Auweia! „Entweihung des weiblichen Körpers“!

von Susanne

Die Redaktion des Sterns hat sich dafür entschieden, mit seiner aktuellen Ausgabe ein bisschen was von Charlotte Roches Erfolg für sich abzuzwacken, indem sie den Roman auf den Titel(!) nimmt. Klar, ist ja auch eine gute Gelegenheit, einen nur dürftig bekleideten Frauenkörper A4-groß abzudrucken. Auf stern.de darf dann die Autorin Alexa Hennig von Lange schreiben, wie sie selbst das Buch findet, was dazu führt, dass sie sich selbst, nun ja, vor allem als faul, outet:

Was den Roman „Feuchtgebiete“ von Charlotte Roche anbelangt, mag der Tumult weniger von den Schilderungen sexueller Handlungen ausgelöst worden sein, sondern durch die Entweihung des weiblichen Körpers. Wie das Modell Gisele Bündchen kürzlich erklärte: „My body is my temple.“ Doch Charlotte Roche scheint den weiblichen Körper eher als eine Art nässenden, gärenden Komposthaufen zu verstehen. Ich kann dies allerdings nur vermuten, ich selbst habe das Buch nur in Auszügen gelesen.

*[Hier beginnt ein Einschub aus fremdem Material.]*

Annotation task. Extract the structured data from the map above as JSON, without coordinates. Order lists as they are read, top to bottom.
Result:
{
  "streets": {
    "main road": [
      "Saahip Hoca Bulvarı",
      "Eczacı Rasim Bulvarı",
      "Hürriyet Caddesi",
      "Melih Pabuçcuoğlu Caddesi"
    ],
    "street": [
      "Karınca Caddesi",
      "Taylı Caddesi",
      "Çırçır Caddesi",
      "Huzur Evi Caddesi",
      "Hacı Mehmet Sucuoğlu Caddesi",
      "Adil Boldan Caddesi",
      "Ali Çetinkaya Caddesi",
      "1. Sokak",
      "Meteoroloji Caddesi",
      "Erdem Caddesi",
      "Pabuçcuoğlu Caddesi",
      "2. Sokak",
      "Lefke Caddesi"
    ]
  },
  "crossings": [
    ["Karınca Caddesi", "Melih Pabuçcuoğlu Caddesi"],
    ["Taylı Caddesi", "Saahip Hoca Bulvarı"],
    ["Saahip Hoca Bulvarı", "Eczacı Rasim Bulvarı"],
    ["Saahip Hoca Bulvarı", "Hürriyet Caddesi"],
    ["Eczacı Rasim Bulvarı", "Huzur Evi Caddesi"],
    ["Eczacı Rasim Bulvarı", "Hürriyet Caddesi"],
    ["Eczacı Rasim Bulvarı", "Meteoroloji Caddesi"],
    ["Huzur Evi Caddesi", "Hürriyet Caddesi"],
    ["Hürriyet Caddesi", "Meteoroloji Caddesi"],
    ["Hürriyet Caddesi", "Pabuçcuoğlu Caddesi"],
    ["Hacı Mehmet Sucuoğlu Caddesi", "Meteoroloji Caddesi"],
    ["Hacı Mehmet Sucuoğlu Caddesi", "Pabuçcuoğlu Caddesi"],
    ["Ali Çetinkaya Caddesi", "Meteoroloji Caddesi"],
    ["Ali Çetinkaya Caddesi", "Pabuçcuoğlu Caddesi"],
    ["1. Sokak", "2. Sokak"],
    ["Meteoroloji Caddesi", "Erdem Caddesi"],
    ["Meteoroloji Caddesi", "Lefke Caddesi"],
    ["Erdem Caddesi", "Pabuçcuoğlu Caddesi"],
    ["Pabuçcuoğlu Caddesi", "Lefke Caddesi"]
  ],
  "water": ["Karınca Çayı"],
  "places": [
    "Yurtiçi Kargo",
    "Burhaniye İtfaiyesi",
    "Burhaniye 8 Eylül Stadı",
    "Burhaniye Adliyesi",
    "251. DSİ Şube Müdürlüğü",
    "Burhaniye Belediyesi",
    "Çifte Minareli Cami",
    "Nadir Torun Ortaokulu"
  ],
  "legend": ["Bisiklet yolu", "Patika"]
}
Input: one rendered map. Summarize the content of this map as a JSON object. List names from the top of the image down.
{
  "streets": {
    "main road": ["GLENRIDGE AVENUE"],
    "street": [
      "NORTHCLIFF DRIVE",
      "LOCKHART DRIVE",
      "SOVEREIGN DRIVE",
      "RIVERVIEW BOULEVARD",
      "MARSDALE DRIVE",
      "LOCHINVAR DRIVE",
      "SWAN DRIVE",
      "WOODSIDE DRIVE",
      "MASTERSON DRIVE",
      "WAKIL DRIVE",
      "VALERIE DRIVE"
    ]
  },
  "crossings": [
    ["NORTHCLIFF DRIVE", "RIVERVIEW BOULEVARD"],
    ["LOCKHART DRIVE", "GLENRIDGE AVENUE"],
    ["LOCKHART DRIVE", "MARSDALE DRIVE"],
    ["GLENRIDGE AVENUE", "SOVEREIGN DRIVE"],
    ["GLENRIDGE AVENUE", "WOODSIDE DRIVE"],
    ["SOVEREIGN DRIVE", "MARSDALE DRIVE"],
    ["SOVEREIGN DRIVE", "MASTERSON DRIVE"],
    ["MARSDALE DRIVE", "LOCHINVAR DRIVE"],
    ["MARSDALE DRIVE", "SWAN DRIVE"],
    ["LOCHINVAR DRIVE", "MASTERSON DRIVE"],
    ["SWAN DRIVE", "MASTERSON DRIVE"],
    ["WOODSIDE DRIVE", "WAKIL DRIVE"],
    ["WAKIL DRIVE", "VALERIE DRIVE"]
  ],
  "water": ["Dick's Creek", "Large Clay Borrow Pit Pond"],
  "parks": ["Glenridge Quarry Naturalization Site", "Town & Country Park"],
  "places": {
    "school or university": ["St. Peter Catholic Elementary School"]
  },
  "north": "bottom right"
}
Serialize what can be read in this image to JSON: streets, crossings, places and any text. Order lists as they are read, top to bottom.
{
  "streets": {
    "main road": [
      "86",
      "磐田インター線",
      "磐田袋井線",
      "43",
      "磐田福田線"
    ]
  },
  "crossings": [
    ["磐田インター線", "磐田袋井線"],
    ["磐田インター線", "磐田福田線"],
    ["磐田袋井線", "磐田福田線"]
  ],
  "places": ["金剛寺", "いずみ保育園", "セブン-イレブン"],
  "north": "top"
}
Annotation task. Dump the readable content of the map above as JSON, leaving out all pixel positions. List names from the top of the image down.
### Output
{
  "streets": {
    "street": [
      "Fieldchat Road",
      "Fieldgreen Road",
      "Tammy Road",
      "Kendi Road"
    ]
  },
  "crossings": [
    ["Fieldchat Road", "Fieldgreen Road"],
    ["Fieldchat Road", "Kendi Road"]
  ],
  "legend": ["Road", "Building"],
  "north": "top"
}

Interessanterweise sind die Kommentare unter dem Text sehr amüsant und überraschend progressiv – tummeln sich doch normalerweise Konservative auf Deutschlands Presse-Webseiten, um per Kommentar ihre Weltsicht kundzutun.




Tags: , ,

Eintrag geschrieben: Freitag, 2. Mai 2008 um 16:12 Uhr unter Körper. RSS 2.0. Weder Kommentare, noch Pings erlaubt.



Anzeige



5 Kommentare

  1. bernd aus weil sagt:

    tja, nun ist es soweit. jetzt muss ich mir das büchlein doch auch mal kaufen und eine gerade der pupertät entwachsene jungautorin unterstützen. wie kann man denn eine solch vernichtende kritik schrieben ohen ein buch ganz gelesen zu haben?? Der stern ist mittlerweile eher ein schwarzes loch, sozusagen das typische endprodukt jedes einstig stahlend hellen himmelskörpers … es wird zeit diese postille einzustellen.

  2. Mareen sagt:

    Ach, mittlerweile darf die Hennig von Lange schon Bücher rezensieren, die sie „in Auszügen gelesen“ hat. Schön, daran erinnert zu werden, warum man den Stern nicht liest. Danke dafür.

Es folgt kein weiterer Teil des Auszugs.